EXERCISE INSTRUCTIONS:
Which lines of the data contain the string "center"? Copy every one.

PROVIDED DATA:
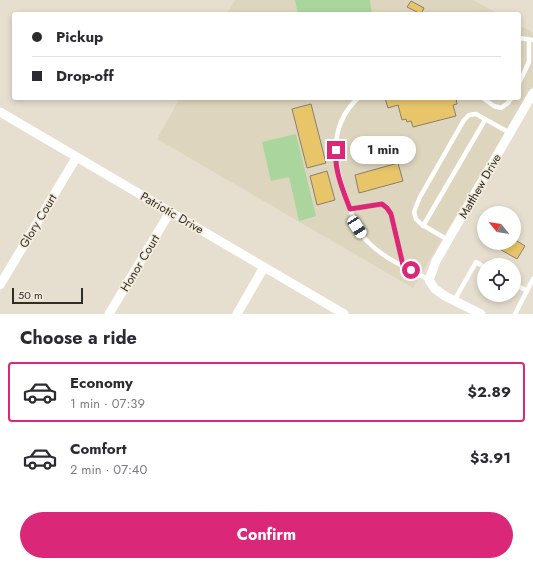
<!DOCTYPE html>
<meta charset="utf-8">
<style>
:root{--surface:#fff;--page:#f7f7f7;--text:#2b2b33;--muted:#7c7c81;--line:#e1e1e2;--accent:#db2777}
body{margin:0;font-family:Jost,sans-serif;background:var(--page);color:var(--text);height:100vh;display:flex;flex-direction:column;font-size:15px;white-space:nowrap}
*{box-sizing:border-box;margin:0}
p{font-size:13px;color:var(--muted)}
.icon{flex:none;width:22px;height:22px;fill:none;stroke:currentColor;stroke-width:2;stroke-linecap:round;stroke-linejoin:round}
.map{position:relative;height:314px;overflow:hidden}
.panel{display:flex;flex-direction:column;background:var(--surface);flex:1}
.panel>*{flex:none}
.top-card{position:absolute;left:12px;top:12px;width:509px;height:88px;border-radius:4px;box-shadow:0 2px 6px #0003;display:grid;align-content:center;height:88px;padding:0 20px;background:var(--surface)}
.needle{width:26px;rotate:300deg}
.buttons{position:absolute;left:477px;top:206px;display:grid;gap:8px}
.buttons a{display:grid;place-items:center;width:44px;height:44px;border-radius:50%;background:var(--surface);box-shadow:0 2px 6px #0003;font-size:20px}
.scale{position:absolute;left:12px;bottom:10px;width:71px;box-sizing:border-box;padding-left:4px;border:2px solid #2f2d26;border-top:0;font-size:11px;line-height:14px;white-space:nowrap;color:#2f2d26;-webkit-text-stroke:3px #f3ecdc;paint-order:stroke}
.end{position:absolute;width:18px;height:18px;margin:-9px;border:5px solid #db2777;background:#fff;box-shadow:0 0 0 2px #fff}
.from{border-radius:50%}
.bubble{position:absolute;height:28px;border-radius:14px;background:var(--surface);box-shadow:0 2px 6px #0003;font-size:13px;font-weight:700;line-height:28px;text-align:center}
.car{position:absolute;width:12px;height:24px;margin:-12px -6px;border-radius:5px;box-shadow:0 0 3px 1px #0007;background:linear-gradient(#fff 24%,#345 0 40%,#fff 0 76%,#345 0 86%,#fff 0)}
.top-card b{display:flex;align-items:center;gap:14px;height:38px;font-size:15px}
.top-card b+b{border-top:1px solid var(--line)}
.top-card i{width:10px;height:10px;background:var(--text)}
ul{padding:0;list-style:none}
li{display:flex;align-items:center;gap:12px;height:60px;margin:0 8px 6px;padding:0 12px;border:2px solid transparent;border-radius:4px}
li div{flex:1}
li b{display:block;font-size:15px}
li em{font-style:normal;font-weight:700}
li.active{border-color:var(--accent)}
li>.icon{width:36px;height:36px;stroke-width:1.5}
h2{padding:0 20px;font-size:18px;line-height:48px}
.action{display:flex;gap:8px;margin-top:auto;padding:8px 20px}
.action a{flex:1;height:46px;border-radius:24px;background:var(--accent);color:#fff;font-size:16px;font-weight:700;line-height:46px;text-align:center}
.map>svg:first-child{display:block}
</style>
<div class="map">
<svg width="533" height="314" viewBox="0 0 533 314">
<rect width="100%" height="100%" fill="#e6dfcf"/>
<g fill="#ded5be">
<polygon points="235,0 473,0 499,14 227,14"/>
<polygon points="519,25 533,33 533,86 413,288 157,139 180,98 519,98"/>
</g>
<g fill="#aad69e">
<polygon points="295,0 370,0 372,14 298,14"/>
<polygon points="296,134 316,216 299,221 289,177 271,181 262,142"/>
</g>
<g fill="#e9c56a" stroke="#868071">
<polygon points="411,1 424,8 421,14 407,7"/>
<polygon points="385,98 456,98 457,104 453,105 456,116 413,127 411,121 407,122 406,119 402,120 398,105 388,108"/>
<polygon points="311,104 326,163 307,168 292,109"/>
<polygon points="398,163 403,181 359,193 355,175"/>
<polygon points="327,171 335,200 317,205 310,176"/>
<polygon points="514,239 525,246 517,259 489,243 514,243"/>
</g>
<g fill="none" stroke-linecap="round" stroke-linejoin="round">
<g stroke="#fff" stroke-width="4.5">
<polyline points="519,38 533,40"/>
<polyline points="519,83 529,62 529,40"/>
<path d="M358,98C325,129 335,169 349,206C353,218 358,232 367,241C384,259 408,268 429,280"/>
<polyline points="485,98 484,99 494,106 501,108 508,103 511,98"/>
<polyline points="350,209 382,204 387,207 391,214 403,265"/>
<polyline points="423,226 485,120"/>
<polyline points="448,240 421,224 416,219 414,212 420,197 464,120 469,115 476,114 510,133"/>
<polyline points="514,284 527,291"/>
<polyline points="454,301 476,262 484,267"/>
<polyline points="515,314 533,279"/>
</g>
<g stroke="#fff" stroke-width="9">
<polyline points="0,112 344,314"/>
<polyline points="0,285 76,158"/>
<polyline points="109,314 170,212"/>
<polyline points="237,314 264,267"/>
<polyline points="481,314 445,296 435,289 429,280 436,261 533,93"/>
</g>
</g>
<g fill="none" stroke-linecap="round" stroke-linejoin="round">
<path stroke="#db2777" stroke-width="5" d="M336,150C334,170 343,190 350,209L382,204L387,208L391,214L403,265L411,270"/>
</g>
<g text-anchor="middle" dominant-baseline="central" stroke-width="3.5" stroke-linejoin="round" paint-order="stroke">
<g font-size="12" fill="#2f2d26" stroke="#f3ecdc">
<text transform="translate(480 186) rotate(-60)">Matthew Drive</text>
<text transform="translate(172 213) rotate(30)">Patriotic Drive</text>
<text transform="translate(38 221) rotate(-59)">Glory Court</text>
<text transform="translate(140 263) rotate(-59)">Honor Court</text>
</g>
</g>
</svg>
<div class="buttons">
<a><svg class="needle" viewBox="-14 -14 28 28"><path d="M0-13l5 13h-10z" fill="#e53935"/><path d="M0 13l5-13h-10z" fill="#7c7c81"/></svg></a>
<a><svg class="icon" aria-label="locate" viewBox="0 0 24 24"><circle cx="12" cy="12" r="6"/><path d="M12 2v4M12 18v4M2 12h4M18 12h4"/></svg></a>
</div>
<div class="scale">50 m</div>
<i class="end from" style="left:411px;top:270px"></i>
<i class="end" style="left:336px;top:150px"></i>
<div class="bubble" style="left:350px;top:136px;width:66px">1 min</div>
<i class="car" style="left:357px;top:227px;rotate:147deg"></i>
<div class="top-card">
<b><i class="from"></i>Pickup</b>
<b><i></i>Drop-off</b>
</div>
</div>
<section class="panel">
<h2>Choose a ride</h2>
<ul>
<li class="active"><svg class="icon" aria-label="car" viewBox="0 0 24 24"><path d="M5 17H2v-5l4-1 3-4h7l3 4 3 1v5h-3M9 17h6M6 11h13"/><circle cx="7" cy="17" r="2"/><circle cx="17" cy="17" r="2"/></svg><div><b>Economy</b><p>1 min · 07:39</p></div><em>$2.89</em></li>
<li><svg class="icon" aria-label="car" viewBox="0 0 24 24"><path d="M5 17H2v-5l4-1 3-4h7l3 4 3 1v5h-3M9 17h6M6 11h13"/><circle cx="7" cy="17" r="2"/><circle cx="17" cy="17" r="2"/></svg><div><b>Comfort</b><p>2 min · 07:40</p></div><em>$3.91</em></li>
</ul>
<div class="action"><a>Confirm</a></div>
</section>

ANSWER BELOW:
.top-card{position:absolute;left:12px;top:12px;width:509px;height:88px;border-radius:4px;box-shadow:0 2px 6px #0003;display:grid;align-content:center;height:88px;padding:0 20px;background:var(--surface)}
.buttons a{display:grid;place-items:center;width:44px;height:44px;border-radius:50%;background:var(--surface);box-shadow:0 2px 6px #0003;font-size:20px}
.bubble{position:absolute;height:28px;border-radius:14px;background:var(--surface);box-shadow:0 2px 6px #0003;font-size:13px;font-weight:700;line-height:28px;text-align:center}
.top-card b{display:flex;align-items:center;gap:14px;height:38px;font-size:15px}
li{display:flex;align-items:center;gap:12px;height:60px;margin:0 8px 6px;padding:0 12px;border:2px solid transparent;border-radius:4px}
.action a{flex:1;height:46px;border-radius:24px;background:var(--accent);color:#fff;font-size:16px;font-weight:700;line-height:46px;text-align:center}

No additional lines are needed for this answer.